- Directed by: John Berry
- Screenplay by: John Fante
- Story by: Gilbert Wright
- Based on: Maya (1966 novel) by Jalal Din John Fante Lois Roth
- Produced by: Frank King Maurice King
- Starring: Jay North Sajid Khan Clint Walker
- Cinematography: Günther Senftleben
- Edited by: Richard V. Heermance
- Music by: Riz Ortolani
- Production company: King Brothers Productions
- Distributed by: Metro-Goldwyn-Mayer
- Release dates: May 26, 1966 (Germany); June 22, 1966 (United States);
- Country: United States
- Language: English

= Maya (1966 film) =

1966 film by John Berry

Maya is a 1966 Metrocolor/Panavision American coming-of-age story drama about a young man in the jungles of India.
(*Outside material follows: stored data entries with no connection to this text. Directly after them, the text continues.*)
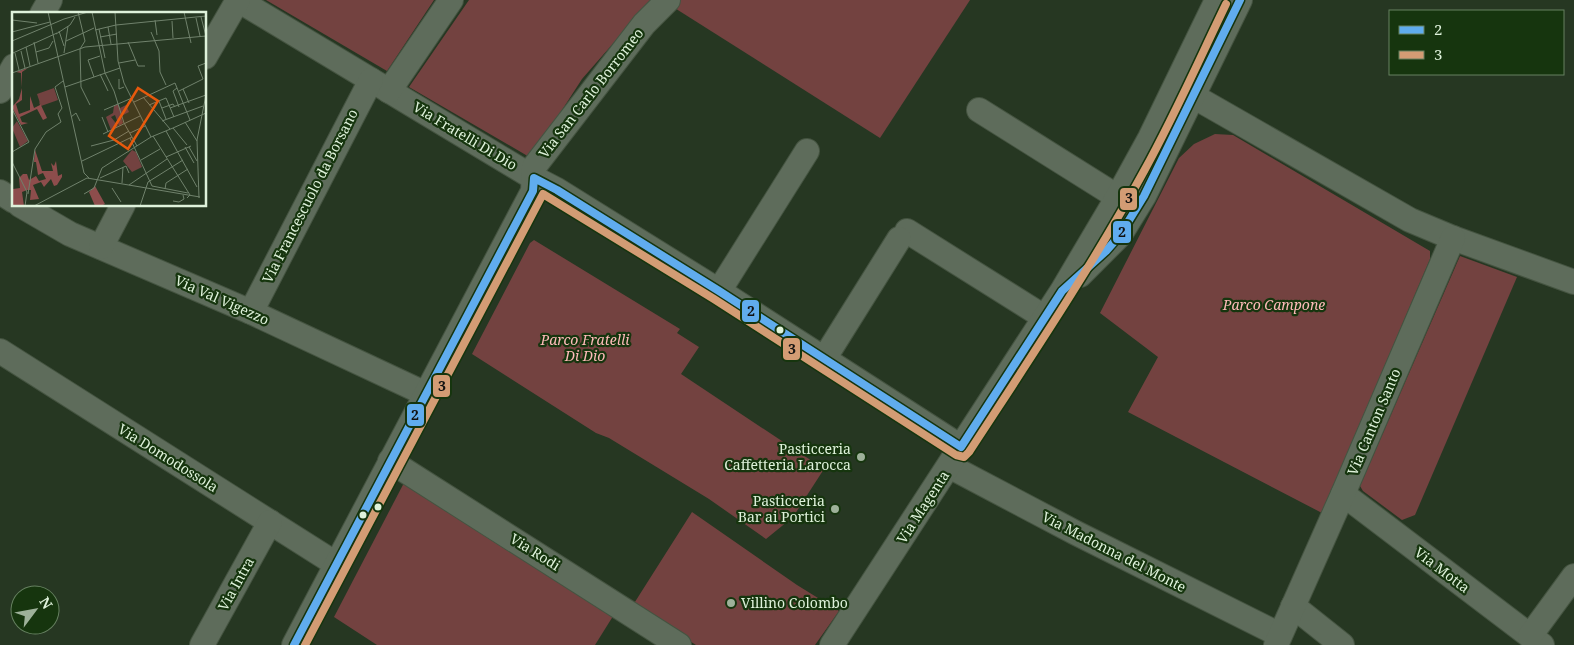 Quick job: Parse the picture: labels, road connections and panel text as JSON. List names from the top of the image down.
{
  "streets": {
    "street": [
      "Via San Carlo Borromeo",
      "Via Fratelli Di Dio",
      "Via Francescuolo da Borsano",
      "Via Val Vigezzo",
      "Via Canton Santo",
      "Via Domodossola",
      "Via Magenta",
      "Via Rodi",
      "Via Madonna del Monte",
      "Via Motta",
      "Via Intra"
    ]
  },
  "crossings": [
    ["Via San Carlo Borromeo", "Via Fratelli Di Dio"],
    ["Via San Carlo Borromeo", "Via Val Vigezzo"],
    ["Via San Carlo Borromeo", "Via Domodossola"],
    ["Via San Carlo Borromeo", "Via Rodi"],
    ["Via Fratelli Di Dio", "Via Francescuolo da Borsano"],
    ["Via Fratelli Di Dio", "Via Magenta"],
    ["Via Fratelli Di Dio", "Via Madonna del Monte"],
    ["Via Francescuolo da Borsano", "Via Val Vigezzo"],
    ["Via Canton Santo", "Via Madonna del Monte"],
    ["Via Canton Santo", "Via Motta"],
    ["Via Domodossola", "Via Intra"],
    ["Via Magenta", "Via Madonna del Monte"]
  ],
  "parks": ["Parco Campone", "Parco Fratelli Di Dio"],
  "places": ["Pasticceria Caffetteria Larocca", "Pasticceria Bar ai Portici", "Villino Colombo"],
  "lines": ["transit line 2", "transit line 3"],
  "legend": ["2", "3"],
  "north": "top right"
}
The film was directed by John Berry and stars Clint Walker, Jay North and Sajid Khan. Italian composer Riz Ortolani, creator of the soundtrack for Mondo Cane and Pupi Avati's films, provided the musical score.

==Plot==
Fourteen-year-old Terry Bowen travels from the U.S. to India to meet his father Hugh Bowen for the first time. After a dispute with his father, Terry runs away and is befriended by Raji. Together, Terry and Raji have many adventures in the jungles of India. The cultural and religious differences between Terry, an American Christian, and Raji, an Indian Hindu, cause conflict. However, the boys overcome their differences and survive to deliver Maya and her sacred white calf Primo to a far away temple.

==Cast==
- Clint Walker as Hugh Bowen
- Jay North as Terry Bowen
- Sajid Khan as Raji
- I. S. Johar as One-Eye
- P. Jairaj as Gammu Ghat
- Nana Palsikar as Raji's Father
- Uma Rao as One Eye's Daughter
- Madhusdan Pathak as Station Master
- Sonia Sahni as Sheela

==Adaptations==
A television series based on the film aired on NBC during the 1967-1968 season for 18 episodes. Sajid Khan and Jay North reprised their roles. The series presented a retroactive continuity of the original film premise. In the series, Terry Bowen, approximately a year older than he is in the film, arrives in India to reunite with his father, who he soon learns is missing and presumed to have been killed by a tiger. Facing deportation back to the United States, Terry escapes the authorities and meets orphaned runaway Raji and his pet elephant Maya. The boys search for Terry's father, whom Terry hopes is still alive. Over the course of the series, the two boys and the elephant continue their search but never find Terry's father.

The film was adapted as a Dell comic book, also titled Maya, in December 1966.